Records provided:
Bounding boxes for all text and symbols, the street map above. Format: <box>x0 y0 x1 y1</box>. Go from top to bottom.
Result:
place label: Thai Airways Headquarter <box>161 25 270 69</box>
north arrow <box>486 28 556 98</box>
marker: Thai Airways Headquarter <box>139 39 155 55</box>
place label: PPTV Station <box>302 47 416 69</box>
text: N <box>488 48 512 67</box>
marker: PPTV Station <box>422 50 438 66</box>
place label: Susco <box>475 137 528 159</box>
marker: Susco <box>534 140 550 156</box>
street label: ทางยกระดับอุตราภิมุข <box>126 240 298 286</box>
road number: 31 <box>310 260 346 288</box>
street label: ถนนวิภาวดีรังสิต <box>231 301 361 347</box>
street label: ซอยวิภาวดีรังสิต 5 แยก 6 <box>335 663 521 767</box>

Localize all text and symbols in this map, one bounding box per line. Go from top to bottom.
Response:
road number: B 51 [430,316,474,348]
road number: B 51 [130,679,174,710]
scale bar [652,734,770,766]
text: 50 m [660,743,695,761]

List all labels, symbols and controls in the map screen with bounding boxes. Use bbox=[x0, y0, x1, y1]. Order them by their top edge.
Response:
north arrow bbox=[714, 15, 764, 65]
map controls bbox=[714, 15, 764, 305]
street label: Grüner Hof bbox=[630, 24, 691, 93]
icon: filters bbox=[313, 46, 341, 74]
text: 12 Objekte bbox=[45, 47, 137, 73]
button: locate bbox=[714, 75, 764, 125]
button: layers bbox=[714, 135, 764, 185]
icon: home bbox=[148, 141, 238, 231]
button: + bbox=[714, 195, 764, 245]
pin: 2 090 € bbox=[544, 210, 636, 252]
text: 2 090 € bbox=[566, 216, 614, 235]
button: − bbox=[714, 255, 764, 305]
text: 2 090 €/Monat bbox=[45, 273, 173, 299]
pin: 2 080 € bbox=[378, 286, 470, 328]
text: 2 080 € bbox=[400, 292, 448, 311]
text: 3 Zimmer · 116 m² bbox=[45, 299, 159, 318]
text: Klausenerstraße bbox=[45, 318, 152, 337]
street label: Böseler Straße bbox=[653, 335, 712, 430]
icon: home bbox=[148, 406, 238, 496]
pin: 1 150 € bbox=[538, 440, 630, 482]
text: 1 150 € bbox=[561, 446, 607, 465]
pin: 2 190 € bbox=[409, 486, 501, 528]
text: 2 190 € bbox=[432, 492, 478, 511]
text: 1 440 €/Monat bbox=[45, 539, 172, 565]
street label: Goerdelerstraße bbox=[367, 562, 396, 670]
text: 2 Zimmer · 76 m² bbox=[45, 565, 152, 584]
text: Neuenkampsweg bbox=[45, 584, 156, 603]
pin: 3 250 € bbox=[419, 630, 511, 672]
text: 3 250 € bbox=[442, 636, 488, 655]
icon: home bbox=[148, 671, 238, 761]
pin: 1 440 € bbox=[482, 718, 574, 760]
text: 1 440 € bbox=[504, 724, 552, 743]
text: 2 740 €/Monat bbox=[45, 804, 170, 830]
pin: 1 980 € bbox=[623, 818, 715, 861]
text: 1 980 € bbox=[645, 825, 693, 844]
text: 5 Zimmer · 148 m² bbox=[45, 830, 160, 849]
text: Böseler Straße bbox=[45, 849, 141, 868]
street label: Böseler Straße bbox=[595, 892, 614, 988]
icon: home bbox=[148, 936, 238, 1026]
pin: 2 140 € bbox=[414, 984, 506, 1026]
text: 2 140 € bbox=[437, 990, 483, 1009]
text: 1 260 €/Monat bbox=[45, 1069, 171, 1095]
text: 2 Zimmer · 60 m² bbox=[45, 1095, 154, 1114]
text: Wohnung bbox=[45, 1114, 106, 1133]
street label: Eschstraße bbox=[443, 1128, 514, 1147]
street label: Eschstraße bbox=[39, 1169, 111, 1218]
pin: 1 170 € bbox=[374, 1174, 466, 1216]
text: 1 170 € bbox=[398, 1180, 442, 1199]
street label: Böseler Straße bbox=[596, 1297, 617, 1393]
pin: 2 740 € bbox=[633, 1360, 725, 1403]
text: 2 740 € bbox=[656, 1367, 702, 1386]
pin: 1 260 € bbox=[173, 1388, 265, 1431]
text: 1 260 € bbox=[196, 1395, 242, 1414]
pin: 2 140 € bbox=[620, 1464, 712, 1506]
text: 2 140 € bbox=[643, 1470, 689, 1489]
...
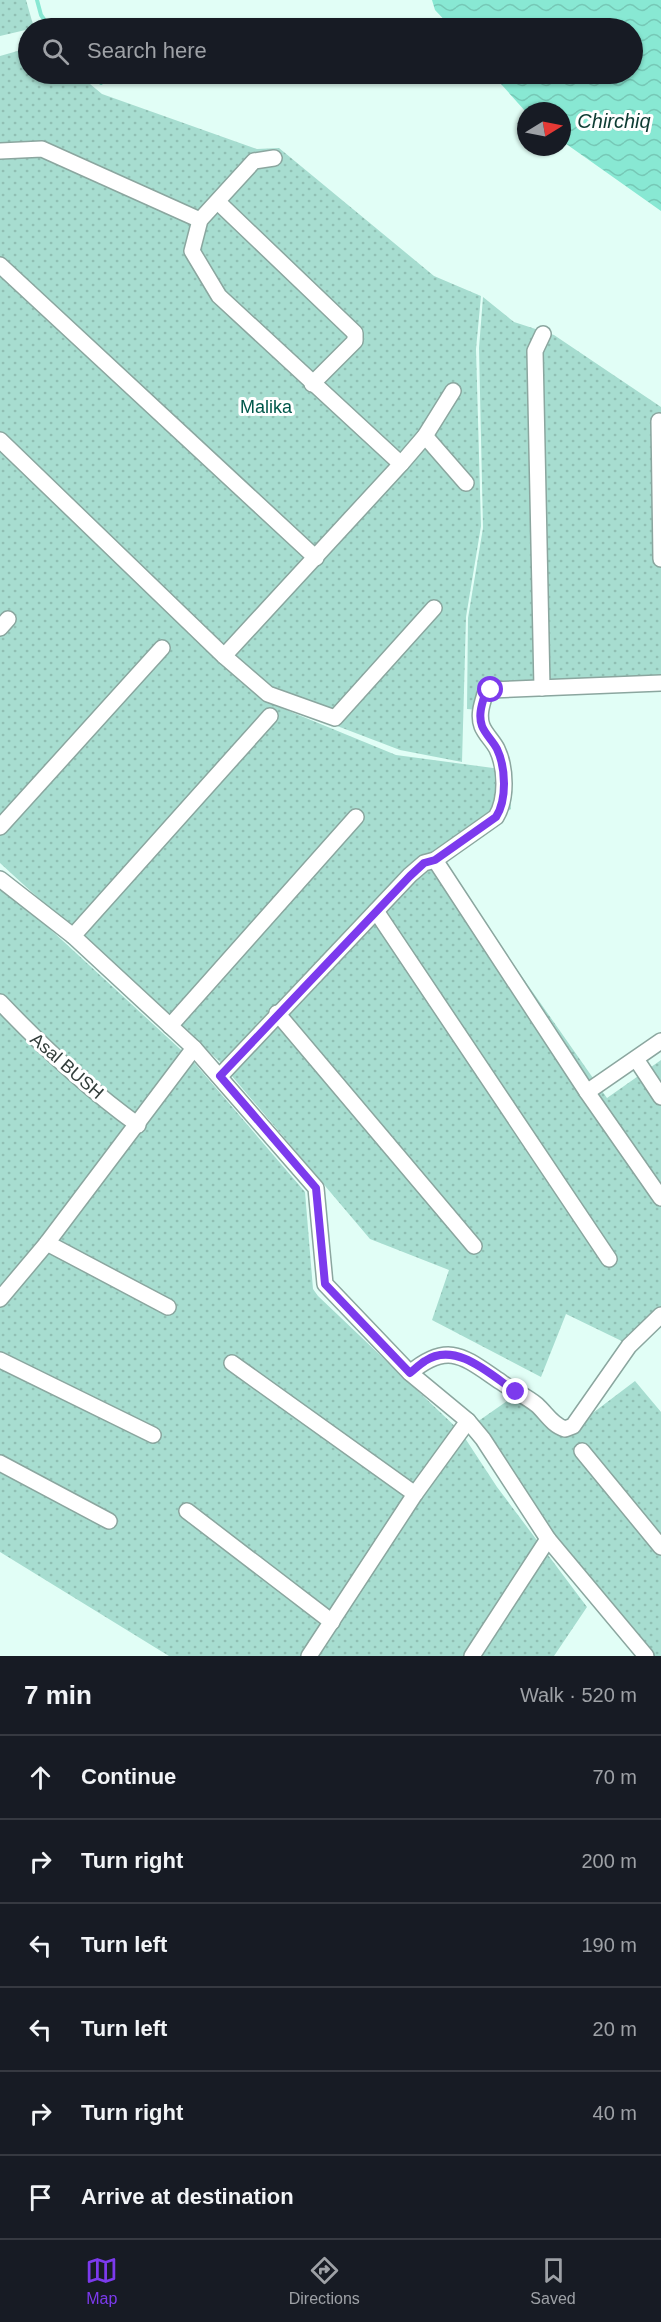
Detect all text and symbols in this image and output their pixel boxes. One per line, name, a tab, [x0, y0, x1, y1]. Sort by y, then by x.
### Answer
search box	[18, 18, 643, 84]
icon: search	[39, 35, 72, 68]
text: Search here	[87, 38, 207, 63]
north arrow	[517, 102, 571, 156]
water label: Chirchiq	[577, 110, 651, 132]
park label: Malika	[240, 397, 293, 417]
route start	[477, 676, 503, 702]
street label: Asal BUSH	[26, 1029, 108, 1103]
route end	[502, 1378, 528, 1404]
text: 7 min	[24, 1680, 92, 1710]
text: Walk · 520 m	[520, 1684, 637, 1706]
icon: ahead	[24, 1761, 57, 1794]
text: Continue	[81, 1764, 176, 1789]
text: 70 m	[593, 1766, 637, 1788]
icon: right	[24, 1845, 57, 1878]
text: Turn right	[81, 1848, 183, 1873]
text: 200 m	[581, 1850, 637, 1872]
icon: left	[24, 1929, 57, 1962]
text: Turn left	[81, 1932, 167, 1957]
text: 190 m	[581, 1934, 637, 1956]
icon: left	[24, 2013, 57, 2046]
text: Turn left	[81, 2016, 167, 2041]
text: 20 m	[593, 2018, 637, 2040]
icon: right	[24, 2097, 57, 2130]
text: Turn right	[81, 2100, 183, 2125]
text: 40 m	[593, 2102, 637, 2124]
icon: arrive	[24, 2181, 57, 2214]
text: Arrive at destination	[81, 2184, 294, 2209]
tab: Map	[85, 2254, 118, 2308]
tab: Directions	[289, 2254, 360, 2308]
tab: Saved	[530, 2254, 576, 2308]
==
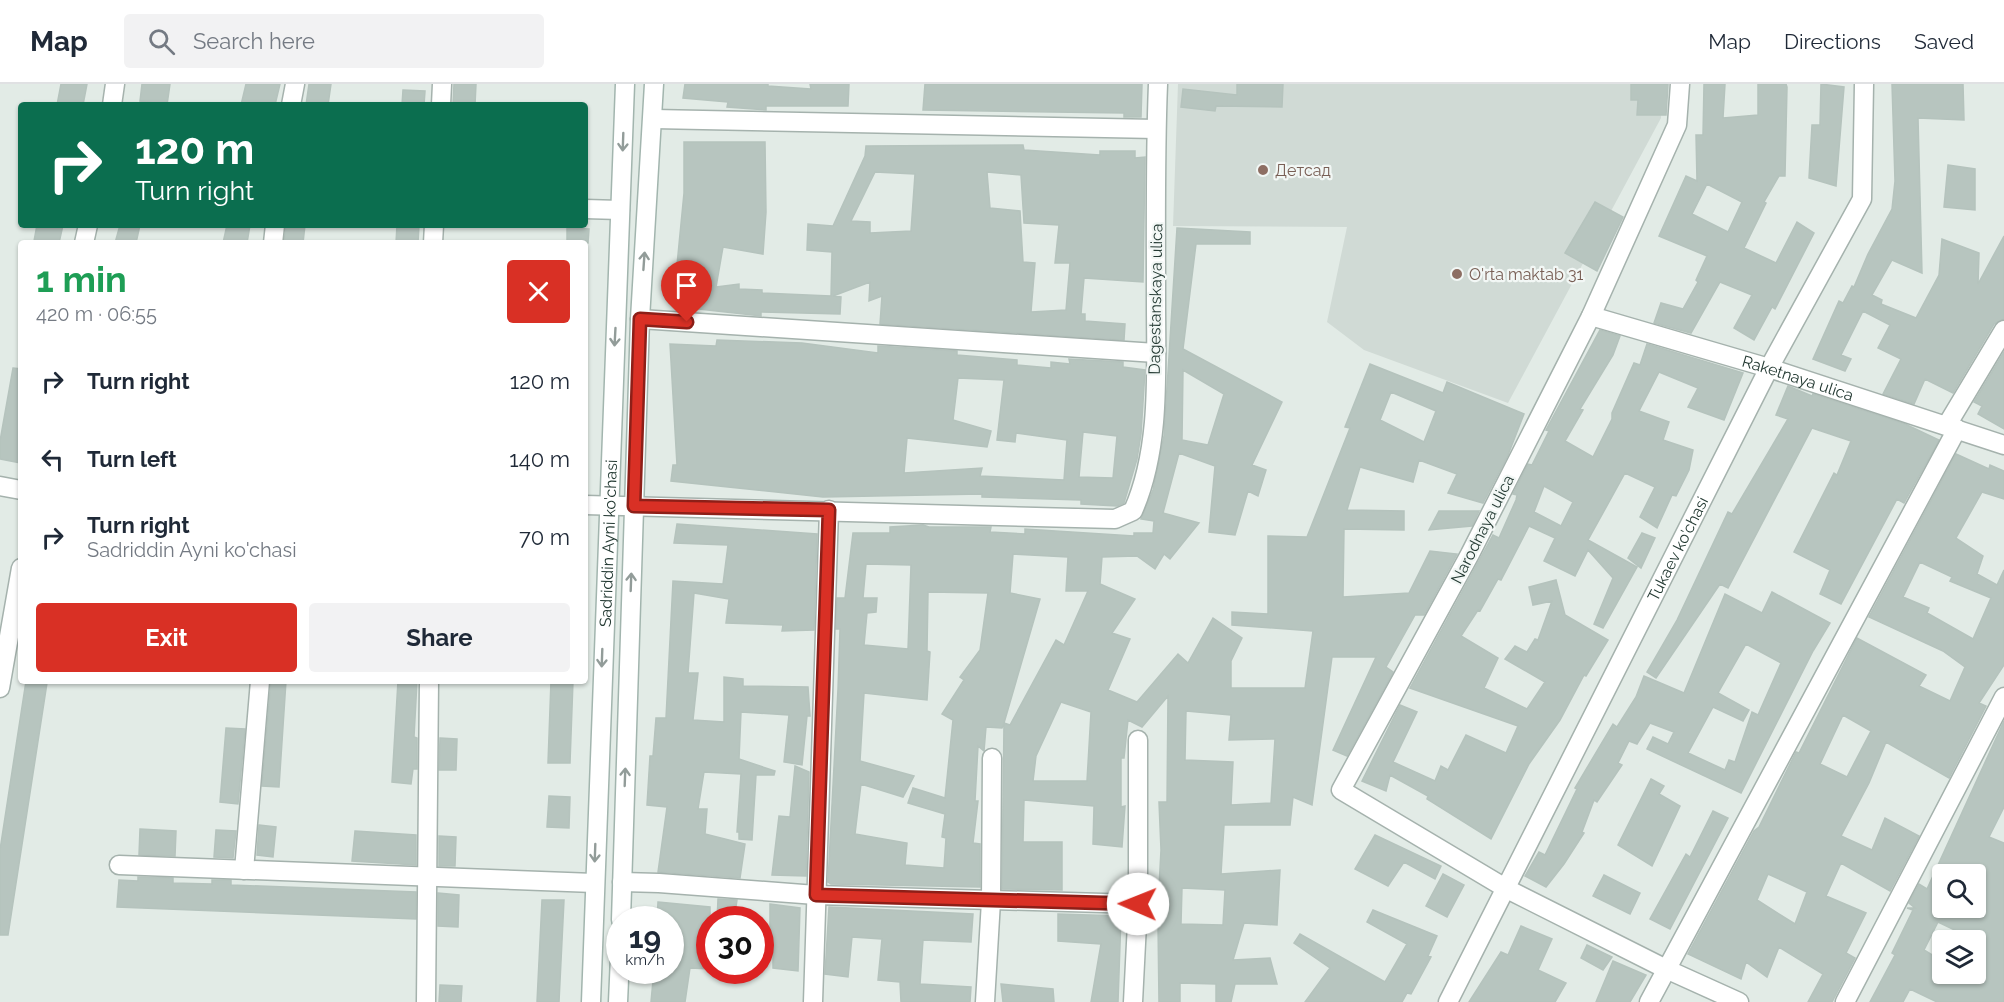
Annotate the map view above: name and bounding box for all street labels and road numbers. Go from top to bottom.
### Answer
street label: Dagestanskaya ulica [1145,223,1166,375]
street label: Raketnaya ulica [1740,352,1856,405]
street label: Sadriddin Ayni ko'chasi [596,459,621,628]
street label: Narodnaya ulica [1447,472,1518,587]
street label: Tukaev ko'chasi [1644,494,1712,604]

Exercise description: Read the entries and select each line where the word "above" is found.

Result of this exercise:
Bounding boxes for all text and symbols, the street map above. Format: <box>x0 y0 x1 y1</box>. Go from top to bottom.
Annotate the map view above: name and bounding box for all street labels and road numbers. Go from top to bottom.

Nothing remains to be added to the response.